While the rest of the group spent quite a long time listening to the story about the church, Thomas and I went outside to find other things we could take photos of – and we ended up talking to Mili, the guide, for quite a while. I found myself having to ask him about the strict “no photo”-rule in the church.
“Well…” Mili laughed, shaking his head. “I think it’s an old Albanian thing. Some people believe that if you see a photo of somewhere, you go “well, now ‘I’ve seen it in a photo, I don’t need to go there”, and so they want to avoid pictures in order for people to be curious enough to visit here themselves”. I was a bit stunned, and looked over at Thomas, who I could see shared my reaction. “But… that’s not how it really works these days, is it? I mean, we see photos of amazing places all over Instagram or blogs, and that’s exactly what makes you want to go and explore somewhere yourself?” I said to Mili. He nodded. “Change takes time. Some changes are small, easy to adapt, while others might take generations. Albania is still only learning”. (I will write a lot more about some of these differences between Albania before and now, and how they are adapting in another post later, for those interested).

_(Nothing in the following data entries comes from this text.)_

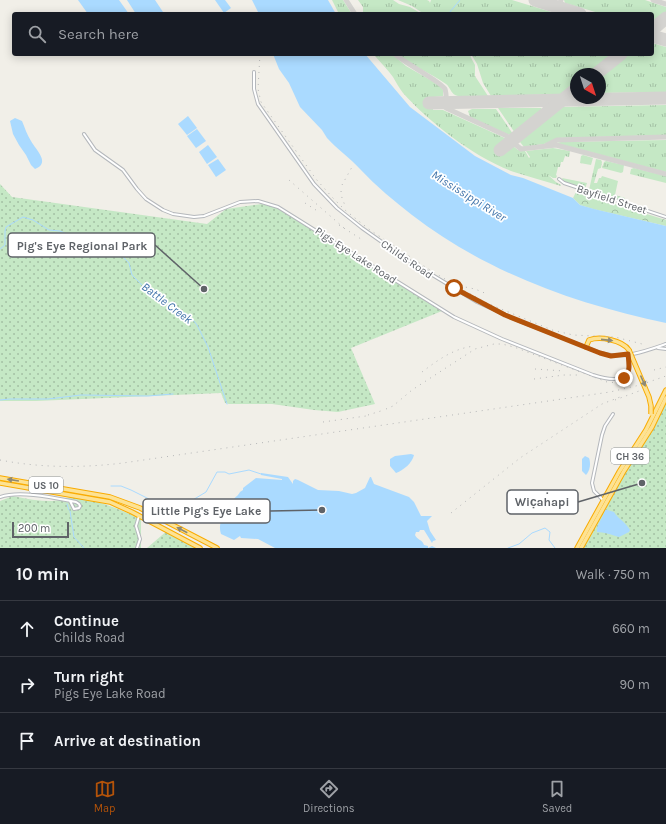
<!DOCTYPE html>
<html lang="en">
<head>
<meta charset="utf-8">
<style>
  body { margin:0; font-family:Karla,sans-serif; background:#242831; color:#f1f3f6 }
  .compass { position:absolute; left:570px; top:68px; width:36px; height:36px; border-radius:50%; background:#171b24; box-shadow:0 2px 10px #0003; rotate:141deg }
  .scale { position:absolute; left:12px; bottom:10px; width:57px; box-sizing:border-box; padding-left:4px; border:2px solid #5f6368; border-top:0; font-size:11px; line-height:14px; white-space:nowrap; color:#5f6368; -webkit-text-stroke:3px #fff; paint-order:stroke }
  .stop { position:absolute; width:12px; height:12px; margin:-9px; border:3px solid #b45309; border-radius:50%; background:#fff }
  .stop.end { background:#b45309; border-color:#fff; box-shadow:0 1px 4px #0008 }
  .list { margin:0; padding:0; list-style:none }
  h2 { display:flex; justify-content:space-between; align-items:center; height:52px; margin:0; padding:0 16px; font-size:17px }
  h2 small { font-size:13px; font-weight:400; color:#9ea1a6 }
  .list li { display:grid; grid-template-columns:26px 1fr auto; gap:12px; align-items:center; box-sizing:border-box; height:56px; padding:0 16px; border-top:1px solid #363941 }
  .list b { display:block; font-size:15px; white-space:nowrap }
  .list p { margin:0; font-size:13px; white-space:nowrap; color:#9ea1a6 }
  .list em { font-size:13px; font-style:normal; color:#9ea1a6 }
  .icon { flex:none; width:22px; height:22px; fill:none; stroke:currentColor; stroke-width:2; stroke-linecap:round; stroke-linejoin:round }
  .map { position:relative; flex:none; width:666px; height:548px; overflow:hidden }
  .search { position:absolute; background:#171b24; box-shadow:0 2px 10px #0003; left:12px; right:12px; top:12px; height:44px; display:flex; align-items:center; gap:10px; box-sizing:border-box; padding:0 14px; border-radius:4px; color:#9ea1a6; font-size:15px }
  .sheet { height:220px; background:#171b24 }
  nav { display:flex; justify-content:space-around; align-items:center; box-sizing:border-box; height:56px; border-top:1px solid #363941; background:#171b24; font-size:11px; color:#9ea1a6 }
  nav a { display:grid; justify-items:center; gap:2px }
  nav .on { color:#b45309 }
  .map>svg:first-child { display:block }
  .grass { fill:url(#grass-tufts) }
  .forest { fill:url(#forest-crowns) }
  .park { fill:url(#park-dots) }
  .water { fill:#aadaff }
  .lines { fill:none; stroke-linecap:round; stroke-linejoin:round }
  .stream { stroke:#aadaff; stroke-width:1 }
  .taxiway { stroke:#d4d3d0; stroke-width:5 }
  .runway { stroke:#d4d3d0; stroke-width:13 }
  .minor-casing { stroke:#b5b8bc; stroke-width:4 }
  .highway-casing { stroke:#f9ab00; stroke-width:5.5 }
  .minor { stroke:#fff; stroke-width:2 }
  .highway { stroke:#fde293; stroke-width:3.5 }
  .rail { stroke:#b6b7b8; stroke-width:1; stroke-dasharray:1 5; stroke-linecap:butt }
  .highway-bridge-casing { stroke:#f9ab00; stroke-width:5.5; stroke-linecap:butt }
  .highway-bridge { stroke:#fde293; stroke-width:3.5 }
  .oneway { fill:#8e8975 }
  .route { stroke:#b45309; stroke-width:5 }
  .labels { text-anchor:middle; stroke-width:3.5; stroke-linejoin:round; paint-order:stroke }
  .shield { fill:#fff; stroke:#8f9295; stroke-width:1 }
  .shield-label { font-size:10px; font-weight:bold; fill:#5f6368 }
  .street-label { font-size:11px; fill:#5f6368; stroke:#fff }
  .water-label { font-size:12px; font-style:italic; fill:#4174aa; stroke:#fff }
  .leader { fill:none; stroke:#5f6368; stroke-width:1.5 }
  .callout-dot { fill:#5f6368; stroke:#fff; stroke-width:1.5 }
  .callout { fill:#fff; stroke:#5f6368; stroke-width:1.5 }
  .callout-label { font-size:12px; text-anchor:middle; font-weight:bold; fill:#5f6368 }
</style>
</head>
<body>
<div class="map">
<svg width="666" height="548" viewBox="0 0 666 548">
  <defs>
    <pattern id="grass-tufts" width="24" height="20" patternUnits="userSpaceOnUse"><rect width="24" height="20" fill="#c5e8c5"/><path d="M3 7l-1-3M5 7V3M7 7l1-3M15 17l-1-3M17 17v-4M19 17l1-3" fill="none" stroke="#a3c0a4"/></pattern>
    <pattern id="forest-crowns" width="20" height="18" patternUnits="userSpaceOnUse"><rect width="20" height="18" fill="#c5e8c5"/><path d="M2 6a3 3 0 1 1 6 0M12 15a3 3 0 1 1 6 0" fill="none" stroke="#a3c0a4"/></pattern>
    <pattern id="park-dots" width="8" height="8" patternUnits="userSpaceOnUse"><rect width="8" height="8" fill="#c5e8c5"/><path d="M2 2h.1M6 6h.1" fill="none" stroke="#a3c0a4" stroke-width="1.8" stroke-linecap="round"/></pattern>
  </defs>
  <rect width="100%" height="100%" fill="#f1efe8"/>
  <!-- grass -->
  <g class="grass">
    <polygon points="332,0 343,0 352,14 339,14"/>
    <polygon points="358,0 393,0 399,4 410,7 422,14 363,14 363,7"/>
    <polygon points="398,0 427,0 429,1 430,3 431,0 512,0 558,14 424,14 412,6"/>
    <polygon points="564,0 645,0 666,7 666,13 652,24 652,14 602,14 565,3"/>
    <polygon points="652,43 666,47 666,92 600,93 600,76 628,54 652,54"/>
    <path d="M375 54H392L406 66 439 85 443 90V96L434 97 433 101 429 102V105H433V110H443L507 139 497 147 502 153 513 146 518 150 525 151 529 158 530 157 526 151 553 148 570 151 569 157 565 156 563 162H561L560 167H558L556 175 557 176 556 178H553L548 175 556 182 561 185V186C545 181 529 177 514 172 475 158 430 123 403 93 399 88 396 82 393 77 388 70 381 63 375 56Z"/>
    <path d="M398 54H469L475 65V76L488 96H458C451 95 451 88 446 84 430 73 412 66 398 54Z"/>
    <polygon points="471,54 614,54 589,74 576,74 576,84 564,94 491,96 483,83 477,64"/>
    <polygon points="666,105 666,135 558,138 544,144 524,147 520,142 521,139 563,107"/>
    <polygon points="498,108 541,108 542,110 515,133"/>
    <polygon points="472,109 496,109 513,134 507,134 470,117 468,111"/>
    <polygon points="666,140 666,172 556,143 561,142"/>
    <polygon points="583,155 593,158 591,165 580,163 581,156"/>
    <polygon points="596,159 601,160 602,162 601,168 598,169 594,183 597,183 599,178 601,178 602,176 618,181 615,195 625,198 624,201 589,190"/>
    <polygon points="606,161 624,165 623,172 621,173 602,168 604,162"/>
    <polygon points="634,168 666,176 666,183 630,174 631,169"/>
    <polygon points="562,178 587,183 585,189 564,182"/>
  </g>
  <!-- forest -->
  <polygon class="forest" points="576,192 666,220 666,226 593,209 580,205 573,198"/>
  <!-- park -->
  <g class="park">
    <polygon points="0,184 12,197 207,224 226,209 262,204 279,208 442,311 351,348 375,404 338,412 314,410 272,404 229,404 225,403 221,393 36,401 0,401"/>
    <polygon points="666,402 666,548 582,548 625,471 648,436"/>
    <path d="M13 496C26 499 39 501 52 501 59 501 67 497 74 497 98 500 119 509 141 519V548H0V501Z"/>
    <polygon points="168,530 202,548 147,548"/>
  </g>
  <!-- water -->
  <g class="water">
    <polygon points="78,0 119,0 129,14 88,14"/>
    <polygon points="127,0 155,0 163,12 160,14 136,14"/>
    <polygon points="215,0 225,0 231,8 224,13"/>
    <polygon points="252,0 328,0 336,14 259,14"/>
    <path d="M273 54H365L410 107 475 156 511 175 523 178 573 198 580 205 594 209 666 226V323C575 304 486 272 412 215 394 201 376 186 360 169 350 158 337 149 327 138L322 130 300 107 289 83 279 69Z"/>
    <polygon points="188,116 197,128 187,135 178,124"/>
    <path d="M15 118 22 121C25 128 27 135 31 141 36 150 51 163 35 169L31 165 26 155 19 145 13 134 10 121Z"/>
    <polygon points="197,129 206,141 196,148 187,136"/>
    <polygon points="208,145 217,157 207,164 199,152"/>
    <polygon points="218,159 226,170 216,177 208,165"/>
    <path d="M411 454 414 455C412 463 404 470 396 473L390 466V459L395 456Z"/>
    <path d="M585 456 589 458C591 463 590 471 586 475L582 471V459Z"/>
    <path d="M261 473 288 477 293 484V481L295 479 298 480 318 490 339 491 352 494 356 493 365 488 370 477H371L374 484 409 497 414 502 421 516H432L427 521 430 531 436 540 433 541 432 543 424 530H420L419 532H416L415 535C417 540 422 539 424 545L428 546V548L432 546 436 548H275L258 539 241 538 240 536 234 540 221 534C217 522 225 514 232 505 235 501 232 503 234 499 236 496 238 496 240 492L243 490V488L256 478 282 480V479L261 475Z"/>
    <path d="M604 509 614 512C618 519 625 521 630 530L629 532 619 537C613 535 603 532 597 532 596 524 605 517 604 509Z"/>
  </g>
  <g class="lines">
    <!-- stream -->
    <g class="stream">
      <polyline points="449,13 460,0"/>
      <polyline points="448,14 453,14"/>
      <polyline points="0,249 5,245 5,231 6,227 23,217 33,220 49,230 60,231 87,243 98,245 112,253 121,255 129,263 132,275 145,288 157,293 174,308 190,316 197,325 208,347 227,404"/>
      <polyline points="0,400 10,399 48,399 81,395 148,396 173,394"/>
      <polyline points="111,486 121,486 131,490 171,510 183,503 191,501 206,492 217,472 225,472 229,474 249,470 261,474"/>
      <polyline points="67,504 69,510"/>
      <polyline points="70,511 74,537 84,548"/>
      <polyline points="508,548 519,544 532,533 545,528 550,532 549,540 555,548"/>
    </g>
    <!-- taxiway -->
    <g class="taxiway">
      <polyline points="346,0 355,14"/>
      <polyline points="653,0 666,4"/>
      <polyline points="559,7 561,0"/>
      <path d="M395 54C404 63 442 82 445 89 447 95 446 102 446 108L509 137 516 145 521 149 556 145 666 174"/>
      <polyline points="547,145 557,140 666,137"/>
    </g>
    <!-- runway -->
    <g class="runway">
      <polyline points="535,0 580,14"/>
      <polyline points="652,30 666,18"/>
      <polyline points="652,36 666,40"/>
      <polyline points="596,74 621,54"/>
      <polyline points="429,103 666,98"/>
      <polyline points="500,150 576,89"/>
    </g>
    <defs>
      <g id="minor">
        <path d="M254 72V89L258 104 314 184 337 208 362 228 406 259 477 302 519 321 601 353C622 360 646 351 666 344"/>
        <path d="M84 134 95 150 123 170 137 189 146 199 163 210 173 214 194 217 204 216 240 202 258 201 278 207 454 317 502 339 593 375C602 378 616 381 625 377L629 370 628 354"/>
        <polyline points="559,179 564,183 666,217"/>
        <polyline points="658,348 666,349"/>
        <path d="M0 497C20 490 55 498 76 502L79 504 80 506 79 508 74 509 70 501"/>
        <polyline points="603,500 594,491 592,483 602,435 605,426 613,414"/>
        <polyline points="137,548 140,539 136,526 139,516"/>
      </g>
      <g id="highway">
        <path d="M586 347 589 340C600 336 622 340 629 350"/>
        <polyline points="0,478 110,497 140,508 217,548"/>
        <polyline points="0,483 110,502 132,512 200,548"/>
        <polyline points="577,548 619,472 646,430 666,390"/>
        <polyline points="581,548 624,471 652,427 666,398"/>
      </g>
    </defs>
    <!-- minor casing -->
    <use href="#minor" class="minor-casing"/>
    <!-- highway casing -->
    <use href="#highway" class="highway-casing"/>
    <!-- minor -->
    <use href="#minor" class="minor"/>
    <!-- highway -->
    <use href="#highway" class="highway"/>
    <!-- rail -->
    <g class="rail">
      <polyline points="260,54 258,89 261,102 316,179 332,197 345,210 370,230 430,270 465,291 489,304 552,330 573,335 615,337 646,345"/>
      <polyline points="289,180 344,228"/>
      <polyline points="342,185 352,167"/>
      <polyline points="341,191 342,198 346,208"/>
      <polyline points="305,203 319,212"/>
      <polyline points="339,225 361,239"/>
      <polyline points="460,286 475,289 487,294"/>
      <polyline points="535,369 564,371"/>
      <polyline points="654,370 666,367"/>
      <path d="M422 372C438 360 454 348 475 346"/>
      <polyline points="534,379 564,375 579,375"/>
      <polyline points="615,400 639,391"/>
      <polyline points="386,409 393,406 412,390 475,349 494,344 502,344 514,347 607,382 620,383 631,383"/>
      <polyline points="368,415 384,410"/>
      <polyline points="323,422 366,416"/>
      <path d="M0 460C41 468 82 468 123 463L610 392 640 385 666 376"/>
      <polyline points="451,513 520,458 602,404 620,397"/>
    </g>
    <defs>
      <polyline id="highway-bridge" points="629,350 649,397 651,406 651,414"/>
    </defs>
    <!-- highway-bridge casing -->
    <use href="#highway-bridge" class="highway-bridge-casing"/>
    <!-- highway-bridge -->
    <use href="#highway-bridge" class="highway-bridge"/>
  </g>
  <!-- one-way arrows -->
  <defs><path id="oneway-solid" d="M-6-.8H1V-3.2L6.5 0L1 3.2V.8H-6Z"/></defs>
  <g class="oneway">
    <use href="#oneway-solid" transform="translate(607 340) rotate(6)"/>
    <use href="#oneway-solid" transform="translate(643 381) rotate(66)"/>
    <use href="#oneway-solid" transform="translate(13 480) rotate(-171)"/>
    <use href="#oneway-solid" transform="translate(182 530) rotate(-152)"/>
  </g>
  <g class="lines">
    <!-- route -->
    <path class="route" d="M454 288 505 315 600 353 611 356 628 354C629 364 631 371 624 378"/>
  </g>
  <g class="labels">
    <!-- shield labels -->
    <g class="shield">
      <rect x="611" y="448" width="38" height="16" rx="3"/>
      <rect x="29" y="477" width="34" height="16" rx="3"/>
    </g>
    <g class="shield-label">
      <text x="630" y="460">CH 36</text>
      <text x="46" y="489">US 10</text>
    </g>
    <!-- street labels -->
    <g class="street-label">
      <text transform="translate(612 199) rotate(18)" y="4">Bayfield Street</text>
      <text transform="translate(356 255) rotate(33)" y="4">Pigs Eye Lake Road</text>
      <text transform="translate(407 259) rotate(34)" y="4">Childs Road</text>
    </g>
    <!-- water labels -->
    <g class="water-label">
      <text transform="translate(469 196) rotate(32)" y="4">Mississippi River</text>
      <text transform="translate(167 303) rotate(37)" y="4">Battle Creek</text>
    </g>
  </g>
  <!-- callouts -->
  <path class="leader" d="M204 289L155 245M642 483L578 502M322 510L270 511"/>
  <g class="callout-dot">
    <circle cx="204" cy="289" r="4"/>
    <circle cx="642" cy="483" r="4"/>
    <circle cx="322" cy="510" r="4"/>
  </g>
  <g class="callout">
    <rect x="8" y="233" width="147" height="24" rx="4"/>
    <rect x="507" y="490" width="71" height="24" rx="4"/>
    <rect x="143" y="499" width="127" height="24" rx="4"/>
  </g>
  <g class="callout-label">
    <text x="82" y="250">Pig's Eye Regional Park</text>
    <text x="542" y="506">Wic̣aḣapi</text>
    <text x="206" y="515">Little Pig's Eye Lake</text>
  </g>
</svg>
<svg class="compass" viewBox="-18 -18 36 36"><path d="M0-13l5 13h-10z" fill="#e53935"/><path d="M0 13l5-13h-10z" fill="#9ea1a6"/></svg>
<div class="scale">200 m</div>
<div class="stop" style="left:454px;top:288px"></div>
<div class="stop end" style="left:624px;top:378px"></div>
<div class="search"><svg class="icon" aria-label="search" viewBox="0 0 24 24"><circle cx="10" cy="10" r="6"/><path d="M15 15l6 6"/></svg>Search here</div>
</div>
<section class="sheet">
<h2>10 min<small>Walk · 750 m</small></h2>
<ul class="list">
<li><svg class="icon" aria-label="ahead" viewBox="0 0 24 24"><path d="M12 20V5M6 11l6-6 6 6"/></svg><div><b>Continue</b><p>Childs Road</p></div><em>660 m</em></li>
<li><svg class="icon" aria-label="right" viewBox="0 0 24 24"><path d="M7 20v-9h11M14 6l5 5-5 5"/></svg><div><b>Turn right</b><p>Pigs Eye Lake Road</p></div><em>90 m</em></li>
<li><svg class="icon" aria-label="arrive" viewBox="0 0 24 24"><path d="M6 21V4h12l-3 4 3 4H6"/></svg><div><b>Arrive at destination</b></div></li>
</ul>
</section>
<nav>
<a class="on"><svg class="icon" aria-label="map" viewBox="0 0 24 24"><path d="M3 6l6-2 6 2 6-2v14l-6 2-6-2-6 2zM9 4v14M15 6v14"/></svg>Map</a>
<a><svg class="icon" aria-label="directions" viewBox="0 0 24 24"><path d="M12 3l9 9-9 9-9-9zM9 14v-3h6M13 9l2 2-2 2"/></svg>Directions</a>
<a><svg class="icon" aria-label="saved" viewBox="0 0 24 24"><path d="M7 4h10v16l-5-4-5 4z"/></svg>Saved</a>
</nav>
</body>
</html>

After our great talk with Mili, and with the others coming out from the church, it was time to walk around for a bit. Again, the streets were covered in cobblestone, and so the speed was rather slow but steady, past The Holy Trinity Church which had a great view over Berat, down at the river Osum, and to the mountain Tomorr, to mention some, and then walk back up again to the castle, where it was time for lunch. Some of the areas on this trip were pretty steep, and several times we saw people crawl down on all four in order to get down safely in one piece.
In the center of Berat we got some nice views of some of the very well preserved Ottoman building style, as we walked over to our next stop. The white houses neatly built up alongside the side of the hill looked spectacular. King Mosque, an active mosque in the city centre was our next stop. Outside there was several men working on the current restoration of the mosque, and Mili told us that if we were to return at a later time, this mosque would be very improved by then. As a photographer with a love for details, churches, mosques and other usually spectacular places, I loved the mosque as it was already. It’d be interesting to go back and see the changes one day.
Final stop, and by far my favourite was a wine tasting tour at the Luani winery. We were greated by the owner of the winery, who together with Mili gave us a tour of the winery, and also explained the process of making (the different kinds of) wine. I was really impressed with this young girl, being the owner, and that just at the same age as I am.
After the tour it was time for wine tasting, where we were presented with a glass of white, a glass of rosé and a glass of red. They were all delicious, and we even got some cheese to go with the wine. I made sure to buy a bottle of wine before leaving, as a nice souvenir to bring back home. Just before packing up and leaving we were also served a taste of raki, the local Albanian liquer.
Thank you, Thomas, for letting me use some of your photos in this post.